Quelles sont les infractions routières communes aux séniors ?
À 75 ans, un conducteur ne commet pas d’excès de vitesse et grille encore moins un feu rouge. Par contre, les accidents typiques sont liés au manque de champ visuel. Certains chauffeurs séniors ont en particulier tendance à tourner alors qu’il y a un motocycliste qui les double. D’autres prennent le mauvais côté sur la double voie.

D’après le dernier rapport de Statistics Mauritius, Maurice recense 16,2 % d’accidents de plus de janvier à juin 2019, comparativement à 2018. Pourquoi estce que cette hausse perdure ?
C’est un phénomène qu’on connaît bien. Dans tout pays sujet à un développement économique, une vie active et du tourisme, le nombre de voitures augmente, tout comme le kilométrage. Aussi les accidents augmentent-ils. On a vu cela dans les ex-pays de l’Est. Idem pour le Brésil où la circulation s’accélère.
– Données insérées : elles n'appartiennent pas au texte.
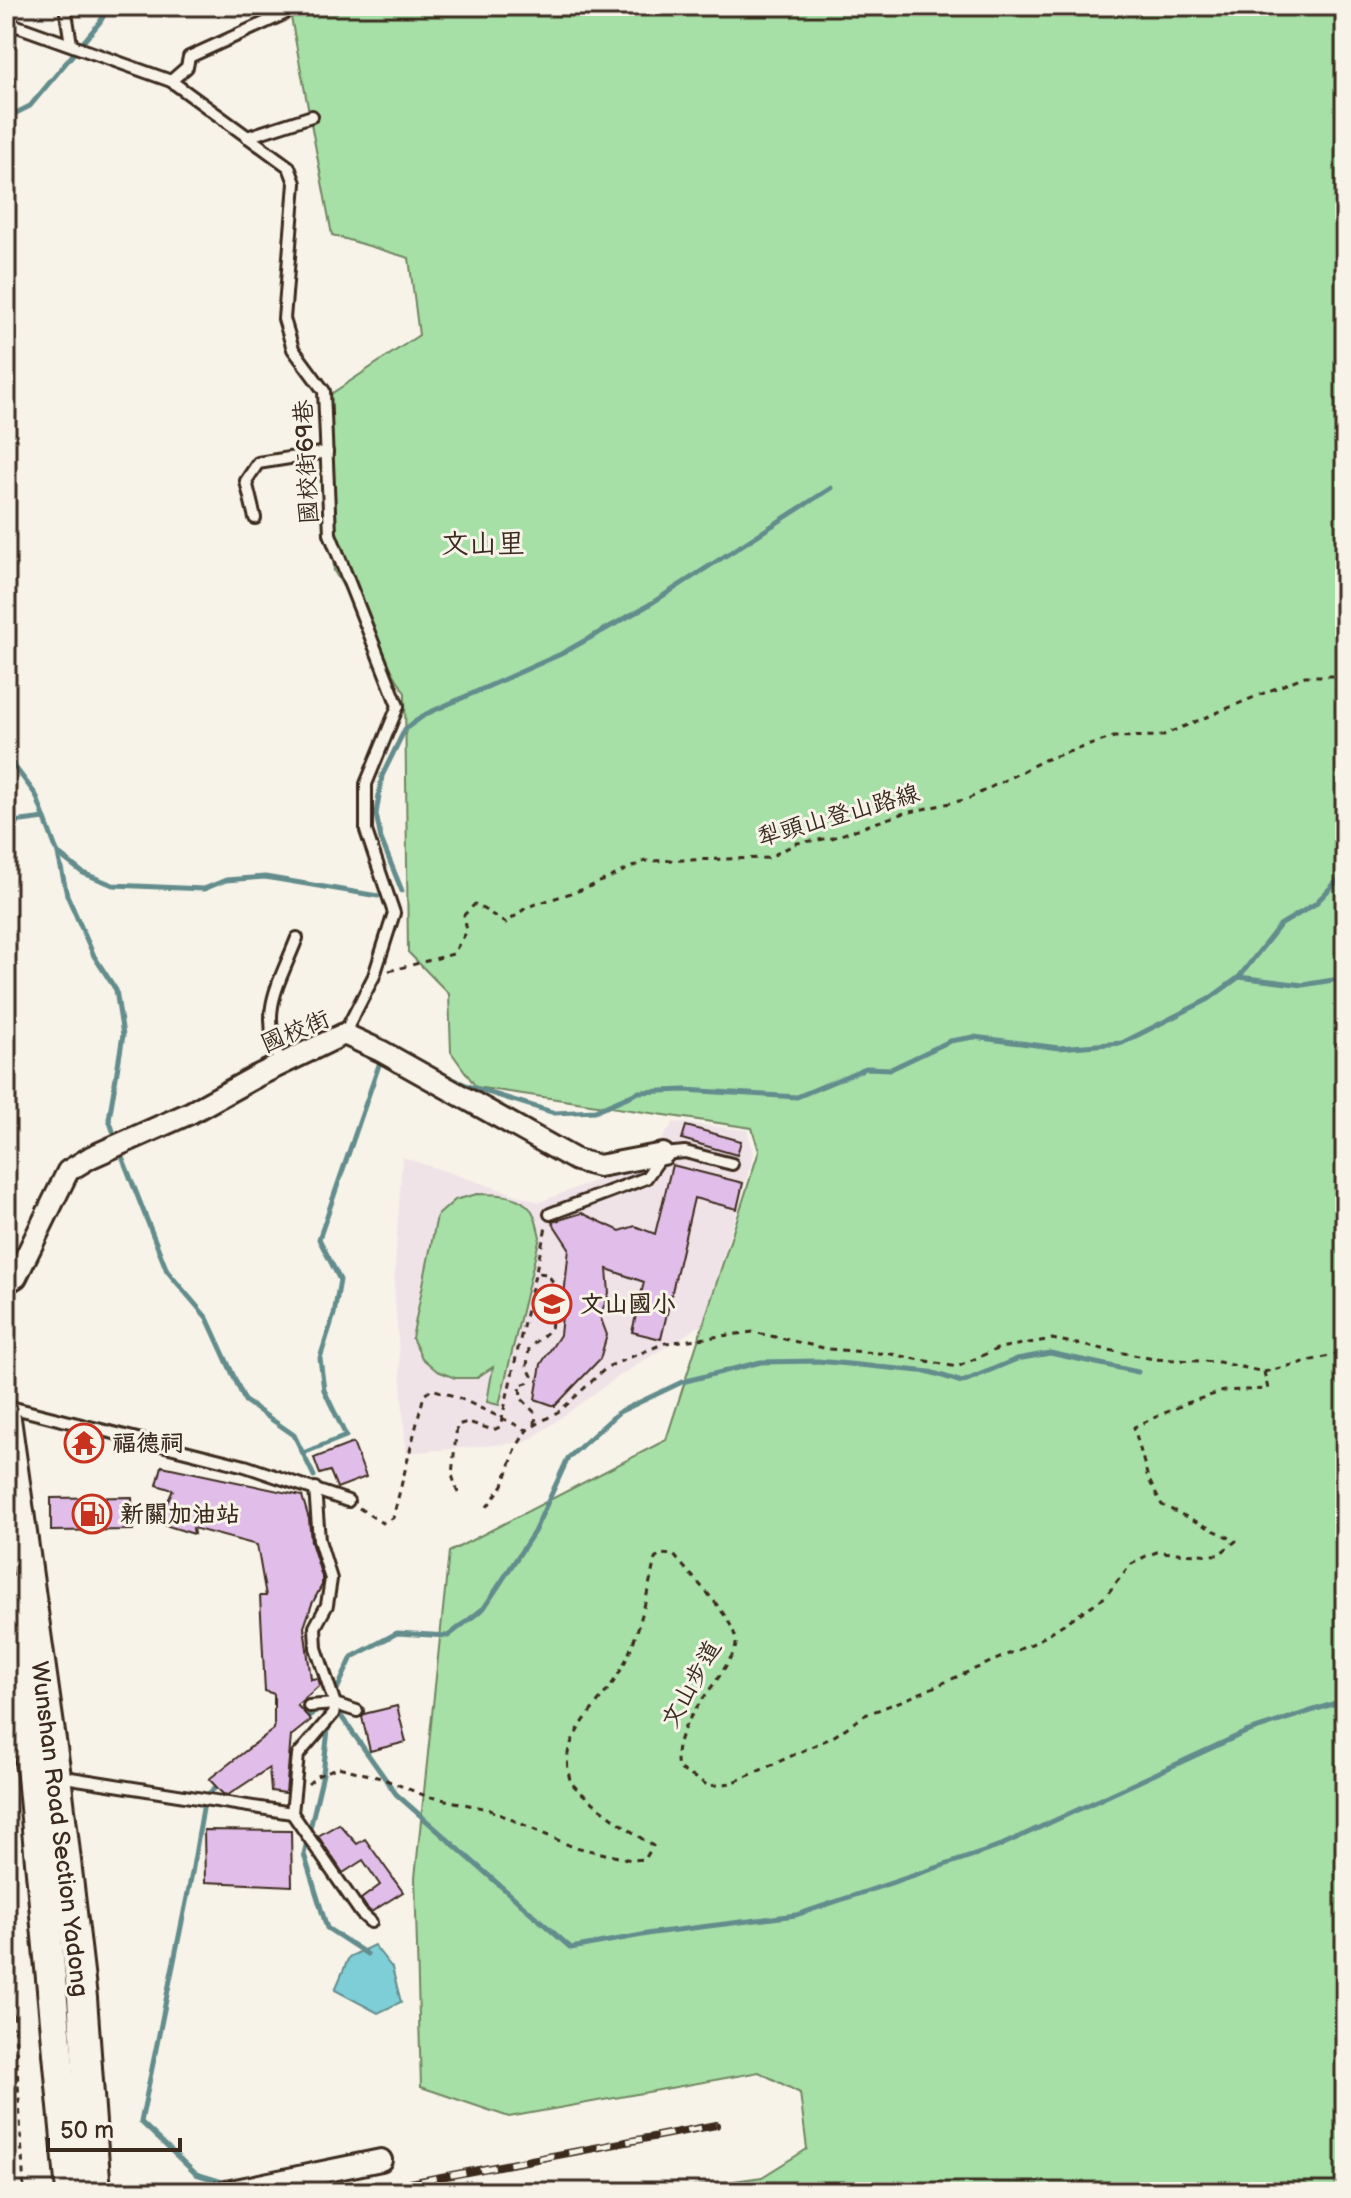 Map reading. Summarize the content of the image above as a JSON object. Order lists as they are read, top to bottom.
{
  "streets": {
    "main road": ["Wunshan Road Section Yadong"],
    "street": ["國校街"],
    "lane": ["國校街69巷"],
    "path": ["犁頭山登山路線", "文山步道"]
  },
  "crossings": [
    ["國校街69巷", "犁頭山登山路線"],
    ["國校街69巷", "國校街"]
  ],
  "districts": ["文山里"],
  "places": {
    "school or university": ["文山國小"],
    "temple": ["福德祠"],
    "fuel station": ["新關加油站"]
  },
  "scale_bar": "50 m"
}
À cela sont introduites des mesures pour contrôler l’alcool et d’autres règlements pour casser cette courbe d’accidents.

Revenant à Maurice, le développement économique a crû. Il faudrait que les infrastructures suivent. On sait bien que dans l’île, les cyclistes ne sont guère visibles la nuit. D’ailleurs, il faut améliorer cela pour d’autres conducteurs. Le soir, par exemple, on a du mal à voir les signalisations, les trottoirs, etc. Le port de la ceinture de sécurité est aléatoire. La sécurité routière doit être prioritaire. Vous avez bien sûr les forces de l’ordre mais il faut faire appliquer la loi. Le contrôle technique des véhicules et une politique intégrée de la sécurité routière sont impératifs.

Les statistiques démontrent une plus grande prévalence au sein des tranches d’âge : les 15 à 29 ans, les 30 à 44 ans et ceux de 60 ans et plus. Pourquoi ?
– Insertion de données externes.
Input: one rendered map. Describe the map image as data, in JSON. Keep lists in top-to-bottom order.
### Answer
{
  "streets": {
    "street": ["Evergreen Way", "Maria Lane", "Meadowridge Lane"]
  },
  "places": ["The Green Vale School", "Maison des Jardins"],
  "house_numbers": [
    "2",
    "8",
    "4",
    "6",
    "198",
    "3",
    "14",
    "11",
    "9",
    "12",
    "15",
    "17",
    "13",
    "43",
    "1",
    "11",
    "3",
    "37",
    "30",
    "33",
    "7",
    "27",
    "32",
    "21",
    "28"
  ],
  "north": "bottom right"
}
Cette courbe est pratiquement la même partout. Dans la première catégorie, nous avons les jeunes novices qui prennent des risques. Dans la dernière, vous avez les séniors qui ne sont pas forcément responsables mais plus victimes des accidents. Pour le groupe intermédiaire, c’est le côté sûr de soi qui compte. Celui-ci surestime sa capacité de conduite. Ceci est calqué sur le modèle méditerranéen du sud de la France, l’Italie et l’Espagne. En somme, ils croient qu’ils peuvent mieux conduire que les jeunes.